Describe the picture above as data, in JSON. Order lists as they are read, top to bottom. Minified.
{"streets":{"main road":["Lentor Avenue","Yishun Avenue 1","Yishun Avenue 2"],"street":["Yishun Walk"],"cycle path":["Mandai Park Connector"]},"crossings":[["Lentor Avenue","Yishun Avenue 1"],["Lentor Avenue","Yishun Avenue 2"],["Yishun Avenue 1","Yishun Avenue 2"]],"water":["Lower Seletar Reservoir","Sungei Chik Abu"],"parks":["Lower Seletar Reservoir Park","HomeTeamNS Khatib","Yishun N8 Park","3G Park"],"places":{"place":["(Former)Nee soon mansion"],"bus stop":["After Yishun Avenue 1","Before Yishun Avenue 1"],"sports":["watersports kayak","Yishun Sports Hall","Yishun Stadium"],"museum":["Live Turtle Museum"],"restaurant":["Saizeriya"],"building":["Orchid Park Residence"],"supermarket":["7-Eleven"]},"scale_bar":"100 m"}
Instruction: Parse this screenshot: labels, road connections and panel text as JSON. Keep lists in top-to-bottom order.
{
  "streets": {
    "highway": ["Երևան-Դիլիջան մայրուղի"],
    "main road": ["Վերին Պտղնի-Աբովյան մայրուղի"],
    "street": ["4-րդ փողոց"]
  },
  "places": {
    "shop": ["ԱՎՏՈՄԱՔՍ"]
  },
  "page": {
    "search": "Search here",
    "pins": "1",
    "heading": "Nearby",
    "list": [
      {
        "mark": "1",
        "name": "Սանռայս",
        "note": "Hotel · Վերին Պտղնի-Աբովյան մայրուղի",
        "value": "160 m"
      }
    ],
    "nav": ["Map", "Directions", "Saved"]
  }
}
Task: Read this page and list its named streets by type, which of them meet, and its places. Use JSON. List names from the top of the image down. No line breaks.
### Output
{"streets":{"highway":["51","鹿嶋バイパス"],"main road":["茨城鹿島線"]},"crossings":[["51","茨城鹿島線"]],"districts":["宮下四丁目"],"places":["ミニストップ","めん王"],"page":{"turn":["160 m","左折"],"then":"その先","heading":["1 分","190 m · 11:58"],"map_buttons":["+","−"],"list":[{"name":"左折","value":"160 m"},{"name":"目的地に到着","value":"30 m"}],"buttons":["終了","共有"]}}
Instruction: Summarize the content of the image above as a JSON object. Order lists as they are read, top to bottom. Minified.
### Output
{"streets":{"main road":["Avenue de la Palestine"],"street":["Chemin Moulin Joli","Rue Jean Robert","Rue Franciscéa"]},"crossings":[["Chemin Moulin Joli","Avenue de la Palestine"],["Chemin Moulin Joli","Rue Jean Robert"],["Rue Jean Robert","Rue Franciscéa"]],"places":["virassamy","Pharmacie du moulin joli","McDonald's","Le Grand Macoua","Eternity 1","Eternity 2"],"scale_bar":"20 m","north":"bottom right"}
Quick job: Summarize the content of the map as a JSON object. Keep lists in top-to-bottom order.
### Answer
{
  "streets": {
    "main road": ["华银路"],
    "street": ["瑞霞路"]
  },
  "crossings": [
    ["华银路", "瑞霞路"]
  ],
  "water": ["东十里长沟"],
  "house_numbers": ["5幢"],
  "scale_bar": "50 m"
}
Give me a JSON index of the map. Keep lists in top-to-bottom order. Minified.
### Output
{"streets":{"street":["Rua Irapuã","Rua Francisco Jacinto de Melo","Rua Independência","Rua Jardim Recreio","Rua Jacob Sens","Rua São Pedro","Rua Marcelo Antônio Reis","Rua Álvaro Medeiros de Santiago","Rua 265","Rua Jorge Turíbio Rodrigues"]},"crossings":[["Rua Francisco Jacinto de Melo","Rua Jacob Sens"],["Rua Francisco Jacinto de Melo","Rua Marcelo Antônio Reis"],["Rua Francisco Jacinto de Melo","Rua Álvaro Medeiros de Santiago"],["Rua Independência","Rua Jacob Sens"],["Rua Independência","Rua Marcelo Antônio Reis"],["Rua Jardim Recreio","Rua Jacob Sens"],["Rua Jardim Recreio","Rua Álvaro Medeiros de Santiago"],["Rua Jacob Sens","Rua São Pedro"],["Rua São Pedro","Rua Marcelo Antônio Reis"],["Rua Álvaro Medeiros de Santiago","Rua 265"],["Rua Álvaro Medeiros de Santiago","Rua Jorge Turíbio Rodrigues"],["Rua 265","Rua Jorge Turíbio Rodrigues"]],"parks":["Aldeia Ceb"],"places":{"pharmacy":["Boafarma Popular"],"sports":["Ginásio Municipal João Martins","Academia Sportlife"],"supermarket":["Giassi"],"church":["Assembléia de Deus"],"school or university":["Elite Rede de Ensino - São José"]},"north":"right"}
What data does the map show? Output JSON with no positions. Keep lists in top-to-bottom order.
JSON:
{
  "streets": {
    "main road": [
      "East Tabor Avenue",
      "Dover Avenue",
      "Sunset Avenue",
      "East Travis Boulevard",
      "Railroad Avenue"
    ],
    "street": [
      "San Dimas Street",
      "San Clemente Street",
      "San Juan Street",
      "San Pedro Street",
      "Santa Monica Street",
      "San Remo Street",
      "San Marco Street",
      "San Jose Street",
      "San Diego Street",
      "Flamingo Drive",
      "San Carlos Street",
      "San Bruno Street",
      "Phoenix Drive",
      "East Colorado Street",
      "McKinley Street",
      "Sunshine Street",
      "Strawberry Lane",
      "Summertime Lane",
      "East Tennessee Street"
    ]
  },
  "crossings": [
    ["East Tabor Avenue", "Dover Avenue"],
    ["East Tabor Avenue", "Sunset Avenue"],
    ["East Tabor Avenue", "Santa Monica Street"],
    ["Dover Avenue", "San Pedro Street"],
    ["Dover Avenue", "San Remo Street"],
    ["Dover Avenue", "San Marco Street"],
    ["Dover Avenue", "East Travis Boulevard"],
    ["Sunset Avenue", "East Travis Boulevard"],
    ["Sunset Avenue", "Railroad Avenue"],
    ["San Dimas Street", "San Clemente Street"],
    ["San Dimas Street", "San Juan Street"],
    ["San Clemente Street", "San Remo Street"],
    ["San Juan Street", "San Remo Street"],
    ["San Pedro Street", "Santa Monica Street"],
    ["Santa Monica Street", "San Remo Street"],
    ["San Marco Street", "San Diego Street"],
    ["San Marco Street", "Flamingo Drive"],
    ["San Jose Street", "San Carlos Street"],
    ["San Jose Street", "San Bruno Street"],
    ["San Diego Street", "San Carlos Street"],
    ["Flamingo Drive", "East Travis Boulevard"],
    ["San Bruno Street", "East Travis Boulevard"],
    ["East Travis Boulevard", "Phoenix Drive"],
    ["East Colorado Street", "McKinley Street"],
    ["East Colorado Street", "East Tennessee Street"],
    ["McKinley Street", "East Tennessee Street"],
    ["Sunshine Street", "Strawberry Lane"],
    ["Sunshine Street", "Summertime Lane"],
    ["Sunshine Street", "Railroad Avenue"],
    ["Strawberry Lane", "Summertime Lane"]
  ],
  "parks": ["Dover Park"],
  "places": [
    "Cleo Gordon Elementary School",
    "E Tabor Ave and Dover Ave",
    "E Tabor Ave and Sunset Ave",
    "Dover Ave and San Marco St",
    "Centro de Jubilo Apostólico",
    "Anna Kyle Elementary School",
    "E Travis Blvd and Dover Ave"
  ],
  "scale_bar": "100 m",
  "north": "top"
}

■ ■ ■ ■ ■

### PROBLEM DETAILS
How many lines of the records contain "they"? Answer with the number only.

### SOLUTION BELOW
2